KOMPAS/LARASWATI ARIADNE ANWAR
Gubernur DKI Jakarta Anies Baswedan mengatakan, Sabtu (13/6/2020), sampai pandemi Covid-19 di luar Jakarta bisa dikendalikan, Taman Impian Jaya Ancol hanya dibuka untuk warga Ibu Kota.
Namun, dari sosok Anies pula, sentimen positif dan sentimen negatifnya tinggi. Sementara sentimen negatif kedua tokoh lainnya rendah.
Menurut Ismail, perlu dilihat antara serangan negatif yang masif di medsos dan tingkat keterpilihan seseorang. Popularitas adalah soal membangun citra sementara elektabilitas adalah yang diukur melalui survei.
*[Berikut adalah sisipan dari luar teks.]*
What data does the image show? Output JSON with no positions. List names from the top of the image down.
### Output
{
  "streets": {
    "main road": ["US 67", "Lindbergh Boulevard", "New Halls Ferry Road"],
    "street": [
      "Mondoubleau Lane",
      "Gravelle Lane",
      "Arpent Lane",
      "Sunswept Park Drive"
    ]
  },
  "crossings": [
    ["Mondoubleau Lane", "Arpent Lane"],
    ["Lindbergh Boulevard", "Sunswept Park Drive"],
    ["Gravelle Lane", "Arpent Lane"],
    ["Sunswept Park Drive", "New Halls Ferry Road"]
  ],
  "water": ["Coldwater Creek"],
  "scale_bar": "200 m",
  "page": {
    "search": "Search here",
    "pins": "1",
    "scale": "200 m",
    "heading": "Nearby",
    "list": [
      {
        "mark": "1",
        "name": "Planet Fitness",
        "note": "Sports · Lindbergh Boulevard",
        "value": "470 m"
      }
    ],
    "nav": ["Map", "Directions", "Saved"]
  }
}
”Kalau benar pembangunan citra di medsos bisa menaikkan elektabilitas, ini akan membuat bisnis buzzer (pendengung) akan semakin tinggi di masa depan. Sebab, orang yang sudah tinggi popularitasnya bisa turun karena dari buzzer,” ujar Ismail.
Menurut Fajar, medsos adalah kanal yang sangat baik untuk membangun citra politik seseorang. Citra atau persepsi itu akan membangun pendapat publik. Jika analisis terhadap data raksasa dapat dikombinasikan dengan survei, hal itu akan menjadi sumber kekuatan yang besar.
KOMPAS/WAWAN H PRABOWO
Moment Ramadhan dan Lebaran dimanfaatkan para politikus partai untuk menyapa para konstituennya melalui spanduk ungkapan seperti yang terlihat di Jalan Basuki Rahmat, Jakarta, Minggu (17/6). Badan Pengawas Pemilu (Bawaslu) meminta agar spanduk ucapan Idul Fitri yang bernuansa citra diri kelembagaan partai yang menampilkan logo partai dan nomor urut dicopot.
Namun, citra memiliki batasan karena tidak dapat melakukan pendetailan. Demikian pula citra memiliki masa kedaluwarsa terkait konteks yang aktual. Jika seorang politisi dapat memanfaatkan konteks itu untuk membangun citranya, dia tidak akan ketinggalan zaman.
”Politik memang citra, tetapi apakah kita akan menyerahkan proses ke depan hanya sebatas itu. Kita tentu ingin proses politik yang mengedepankan etis, yang bertarung tetapi secara santun dan tidak menjegal lawan politik,” ujar Fajar.
Politik memang citra, tetapi apakah kita akan menyerahkan proses ke depan hanya sebatas itu. Kita tentu ingin proses politik yang mengedepankan etis yang bertarung tetapi secara santun dan tidak menjegal lawan politik.
Terkait dengan media sosial, Didik mengkritik pendengung (buzzer). Menurut Didik, pendengung disebutnya sebagai entitas ekstra legal yang merusak demokrasi.
”Mereka menjadi rayap yang ada di bawah yang sebenarnya menggerogoti demokrasi,” kata Didik.